> **TASK REQUIREMENTS**
Check the entries below for lines with "halo"; report only how many there are.

> **Stored data entries**
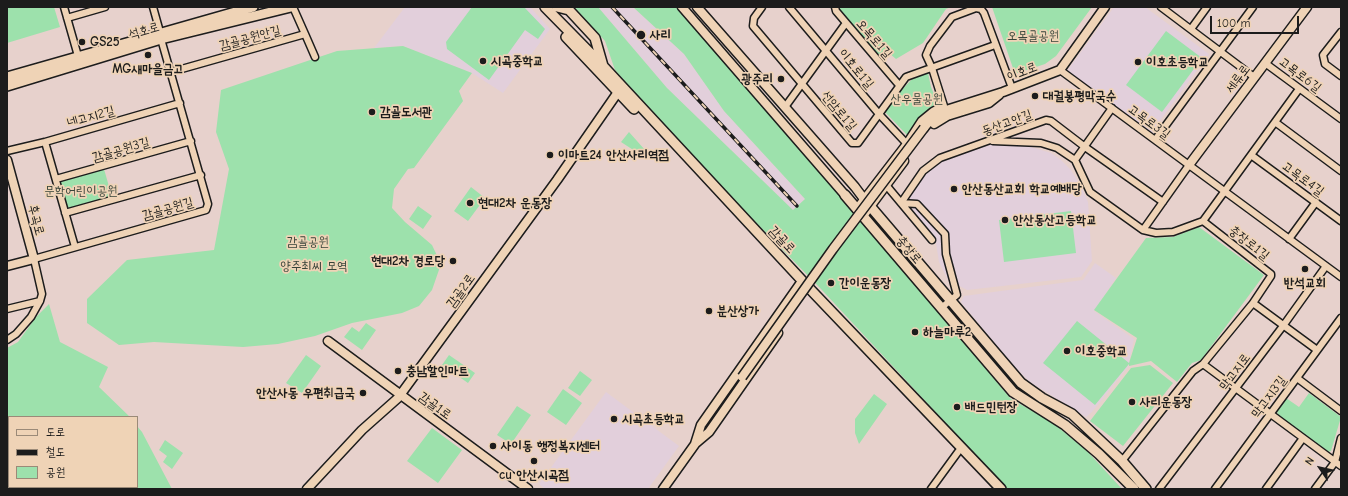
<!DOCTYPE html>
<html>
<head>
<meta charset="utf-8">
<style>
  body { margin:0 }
  #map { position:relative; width:1348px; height:496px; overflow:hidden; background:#e7d1cc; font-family:"Comic Neue","Poor Story",sans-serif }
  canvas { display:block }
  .frame { position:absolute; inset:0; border:8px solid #1c1c1c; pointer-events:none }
  .legend { position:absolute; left:8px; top:416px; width:130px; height:72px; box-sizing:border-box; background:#efd3b6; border:1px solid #9b8a78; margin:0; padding:5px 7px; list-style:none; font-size:12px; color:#1c1c1c }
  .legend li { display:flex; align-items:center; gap:8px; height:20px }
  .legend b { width:20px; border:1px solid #9b8a78 }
  .north { position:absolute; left:1300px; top:448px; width:40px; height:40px; -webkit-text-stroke:3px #efd3b6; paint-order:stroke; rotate:304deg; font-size:11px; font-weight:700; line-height:16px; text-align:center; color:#1c1c1c }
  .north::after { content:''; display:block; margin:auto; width:14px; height:18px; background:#1c1c1c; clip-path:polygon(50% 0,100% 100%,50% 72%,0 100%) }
  .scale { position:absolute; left:1210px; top:16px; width:89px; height:18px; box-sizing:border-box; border:2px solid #1c1c1c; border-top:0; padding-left:5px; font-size:12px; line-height:14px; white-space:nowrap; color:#1c1c1c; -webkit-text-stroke:3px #efd3b6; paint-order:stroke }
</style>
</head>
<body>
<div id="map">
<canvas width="1348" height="496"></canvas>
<div class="frame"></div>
<ul class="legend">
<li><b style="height:5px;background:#efd3b6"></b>도로</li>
<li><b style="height:5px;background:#1c1c1c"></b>철도</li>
<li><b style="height:11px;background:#9de1ac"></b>공원</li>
</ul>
<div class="north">N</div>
<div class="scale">100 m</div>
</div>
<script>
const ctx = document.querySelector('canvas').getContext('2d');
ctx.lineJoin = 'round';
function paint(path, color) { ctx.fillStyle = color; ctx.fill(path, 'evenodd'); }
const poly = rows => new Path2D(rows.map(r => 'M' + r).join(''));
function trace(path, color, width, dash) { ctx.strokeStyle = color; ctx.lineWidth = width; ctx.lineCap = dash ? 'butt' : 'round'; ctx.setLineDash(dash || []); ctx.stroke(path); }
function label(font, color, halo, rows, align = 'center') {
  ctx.font = font + ' "Comic Neue","Poor Story",sans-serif'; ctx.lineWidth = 3.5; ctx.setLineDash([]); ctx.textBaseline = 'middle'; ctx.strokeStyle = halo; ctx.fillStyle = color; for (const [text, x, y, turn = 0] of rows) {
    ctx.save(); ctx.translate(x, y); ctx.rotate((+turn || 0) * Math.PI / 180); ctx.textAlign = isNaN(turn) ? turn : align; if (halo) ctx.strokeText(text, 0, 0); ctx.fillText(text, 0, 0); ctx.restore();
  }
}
paint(poly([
  [405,7,530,7,550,29,503,93,472,73,403,46,374,48],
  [598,7,633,7,684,54,724,111,805,199,793,210,667,88],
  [1114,7,1145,7,1209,54,1151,133,1067,71],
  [1015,142,1051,153,1061,160,1071,170,1082,189,1088,202,1092,261,1081,277,967,290,948,280,939,262,935,237,905,200,910,195,924,174,940,161,993,144],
  [1095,263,1116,278,1094,311,1134,339,1128,367,1092,412,1086,417,1030,382,1011,363,961,302,964,296,1083,280],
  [606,392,679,446,648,489,545,489,539,484]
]), '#e2cfdb');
paint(poly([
  [7,7,54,7,60,27,7,43],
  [472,7,524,7,545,29,538,39,525,30,489,80,447,49,446,42],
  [574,7,598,7,667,88,793,210,805,199,724,111,684,54,633,7,678,7,742,83,842,197,1011,399,1052,422,1088,452,1122,489,1007,489,821,289,729,195,621,77,615,70,605,41],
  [840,7,951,7,946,9,923,43,896,59,889,53,880,59,840,11],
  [992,7,1092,7,1056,56,1045,64,1015,74],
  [1166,31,1202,58,1162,112,1126,85],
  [403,46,472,73,459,91,463,101,414,168,408,169,394,189,392,208,405,222,432,245,441,264,432,290,419,306,402,313,352,323,315,336,278,344,243,347,154,342,119,345,87,323,87,299,127,260,214,250,229,169,216,132,221,90,337,51],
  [928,73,931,87,939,106,929,112,915,125,907,135,885,112,895,97,912,79],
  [629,132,645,150,641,155,621,142],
  [104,169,112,197,70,210,67,208,60,184,62,181],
  [471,187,485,198,468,221,454,211],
  [418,206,432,216,423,229,409,219],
  [1071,211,1076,253,1004,262,999,220],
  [1199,227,1264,275,1201,360,1192,363,1177,382,1151,361,1129,366,1129,364,1095,405,1043,363,1077,321,1129,363,1137,338,1094,310,1146,238,1173,237],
  [49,304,60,342,108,367,99,387,130,417,9,417,9,487,137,487,137,426,142,432,172,489,7,489,7,348,18,342,36,317],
  [366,323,376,330,362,350,344,337,352,327,359,332],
  [306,355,321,366,302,393,286,383],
  [449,355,475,373,468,383,442,365],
  [1150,365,1173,383,1123,446,1090,421,1131,368],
  [580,371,592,380,580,396,568,388],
  [563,389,582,403,566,425,547,412],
  [1309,393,1341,417,1331,451,1328,452,1278,415,1277,411,1286,398,1299,407],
  [874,394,887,404,859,444,855,433,855,419],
  [517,406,531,415,511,444,497,435],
  [432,428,462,450,438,483,407,461],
  [165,440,183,453,172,469,163,462,167,456,159,450]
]), '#9de1ac');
const minor = poly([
  [64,7,78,56],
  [153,7,160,32],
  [762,7,754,18,753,26,852,143,858,143,906,77,995,45],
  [789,7,879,114,907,144],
  [835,7,836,11,899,85],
  [1161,7,1254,77],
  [67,18,105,7],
  [1191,29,1207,7],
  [1341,32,1323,55,1325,64,1341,76],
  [305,34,315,57],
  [1265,63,1341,119],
  [1060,70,1341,277],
  [171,72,305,34,293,7],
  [944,106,932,68,926,55,930,46,952,17,976,8,981,9,984,13,1012,88],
  [785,107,846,23],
  [1275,122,1341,171],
  [1155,140,1253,7],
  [993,141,1041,143,1057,148,1075,160],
  [45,142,75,247],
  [7,151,45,142,180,103],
  [1251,155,1341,221],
  [1075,160,1090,192,1143,230,1156,233,1173,232,1203,221,1271,274,1271,276,1253,303,1203,364,1193,371,1122,461],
  [1075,160,1112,108],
  [56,179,191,141],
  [886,185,932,240],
  [901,203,923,171,940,158,1046,120,1051,121,1085,147,1163,202],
  [901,203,917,204,945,234,946,254,957,295,941,308],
  [65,213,201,175],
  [1203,221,1299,89],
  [1143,230,1189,165],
  [1289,239,1316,202],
  [1253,303,1317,350],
  [7,309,40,301],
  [7,340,16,334,31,317,40,301,42,294,34,259,206,210,208,204,161,39],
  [1203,364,1341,466],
  [1297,378,1341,411],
  [931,489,958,452],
  [1159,489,1283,326,1326,266],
  [1215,489,1341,318],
  [1266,489,1303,438],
  [1315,489,1335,462,1341,438]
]);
const tertiary = poly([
  [682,7,845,195],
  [697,7,855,187,864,199],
  [934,124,947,116,989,103,999,95],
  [924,128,932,118,943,111,1003,92,1060,70,1105,7],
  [7,160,34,259,7,266],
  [1189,165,1307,7],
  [857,209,907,144,922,121,933,112,942,107],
  [863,216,904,161],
  [328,341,528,489],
  [696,443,709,432,778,333],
  [695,444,701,425,800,284],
  [307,489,362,430,398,398,557,180,618,92],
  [663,489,698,440]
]);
const secondary = poly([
  [545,7,604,67,809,288,1001,489],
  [557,7,569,10,595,38,603,66],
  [566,37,634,109],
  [7,77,253,7],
  [7,86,161,39,291,7],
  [845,195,1013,392,1065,425,1099,454,1134,489],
  [864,199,1021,383,1042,398,1072,414,1122,461,1146,489]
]);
trace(minor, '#1c1c1c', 9);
trace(tertiary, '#1c1c1c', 11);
trace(secondary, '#1c1c1c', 12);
trace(minor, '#efd3b6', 6);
trace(tertiary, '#efd3b6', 8);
trace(secondary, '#efd3b6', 9);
const rail = poly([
  [612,7,797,206]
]);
trace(rail, '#1c1c1c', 3.5);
trace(rail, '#efd3b6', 2, [6]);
const tertiaryBridge = poly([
  [742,377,833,249,924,128]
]);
trace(tertiaryBridge, '#1c1c1c', 11, []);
trace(tertiaryBridge, '#efd3b6', 8);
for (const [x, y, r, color] of [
  [641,35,5,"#1c1c1c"],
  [82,42,4,"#1c1c1c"],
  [148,55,4,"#1c1c1c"],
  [483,61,4,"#1c1c1c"],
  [1138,62,4,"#1c1c1c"],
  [781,79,4,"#1c1c1c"],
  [1035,96,4,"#1c1c1c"],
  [372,112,4,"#1c1c1c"],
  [550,155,4,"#1c1c1c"],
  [954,189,4,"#1c1c1c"],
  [470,203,4,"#1c1c1c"],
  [1005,220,4,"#1c1c1c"],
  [453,261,4,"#1c1c1c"],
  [1305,269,4,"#1c1c1c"],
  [831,283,4,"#1c1c1c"],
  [709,311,4,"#1c1c1c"],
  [915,332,4,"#1c1c1c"],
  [1067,351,4,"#1c1c1c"],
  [398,371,4,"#1c1c1c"],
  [363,393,4,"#1c1c1c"],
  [1132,402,4,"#1c1c1c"],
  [957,407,4,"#1c1c1c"],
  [614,419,4,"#1c1c1c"],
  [493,446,4,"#1c1c1c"],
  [534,461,4,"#1c1c1c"]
]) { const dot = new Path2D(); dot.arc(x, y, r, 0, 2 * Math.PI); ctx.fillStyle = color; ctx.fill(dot); trace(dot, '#efd3b6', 1.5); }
label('13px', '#1c1c1c', '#efd3b6', [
  ["석호로",144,31,-16],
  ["감골공원안길",250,38,-15],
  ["오목로1길",874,39,49],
  ["이호로1길",856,69,50],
  ["이호로",1022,72,-21],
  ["고목로6길",1300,75,37],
  ["세류로",1238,79,-53],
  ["선암로1길",839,111,50],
  ["네고지2길",91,117,-16],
  ["고목로3길",1149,122,36],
  ["동산고안길",1007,123,-20],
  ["감골공원3길",121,150,-16],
  ["고목로4길",1303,179,36],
  ["감골공원길",168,209,-16],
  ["후곡로",36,220,75],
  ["감골로",782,240,47],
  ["충장로1길",1249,243,38],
  ["충장로",909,250,50],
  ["감골2로",461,291,-54],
  ["막고지로",1235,372,-53],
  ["막고지3길",1269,397,-53],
  ["감골1로",435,406,36]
]);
label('bold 13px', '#1c1c1c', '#efd3b6', [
  ["사리",650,35],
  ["GS25",90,42],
  ["시곡중학교",491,61],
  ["이호초등학교",1146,62],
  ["MG새마을금고",148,69,"center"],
  ["광주리",773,79,"right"],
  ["대궐봉평막국수",1043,96],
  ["감골도서관",380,112],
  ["이마트24 안산사리역점",558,155],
  ["안산동산교회 학교예배당",962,189],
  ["현대2차 운동장",478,203],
  ["안산동산고등학교",1013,220],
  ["현대2차 경로당",445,261,"right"],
  ["간이운동장",839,283],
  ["반석교회",1305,283,"center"],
  ["분산상가",717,311],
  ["하늘마루2",923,332],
  ["이호중학교",1075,351],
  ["충남할인마트",406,371],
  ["안산사동 우편취급국",355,393,"right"],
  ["사리운동장",1140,402],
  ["배드민턴장",965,407],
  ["시곡초등학교",622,419],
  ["사이동 행정복지센터",501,446],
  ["cu 안산시곡점",534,475,"center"]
], 'left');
label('13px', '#364339', '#efd3b6', [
  ["오목골공원",1033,36],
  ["산우물공원",917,99],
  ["문학어린이공원",81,191],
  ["감골공원",308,242],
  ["양주최씨 모역",314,266]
]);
</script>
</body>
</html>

> **TASK RESULT**
3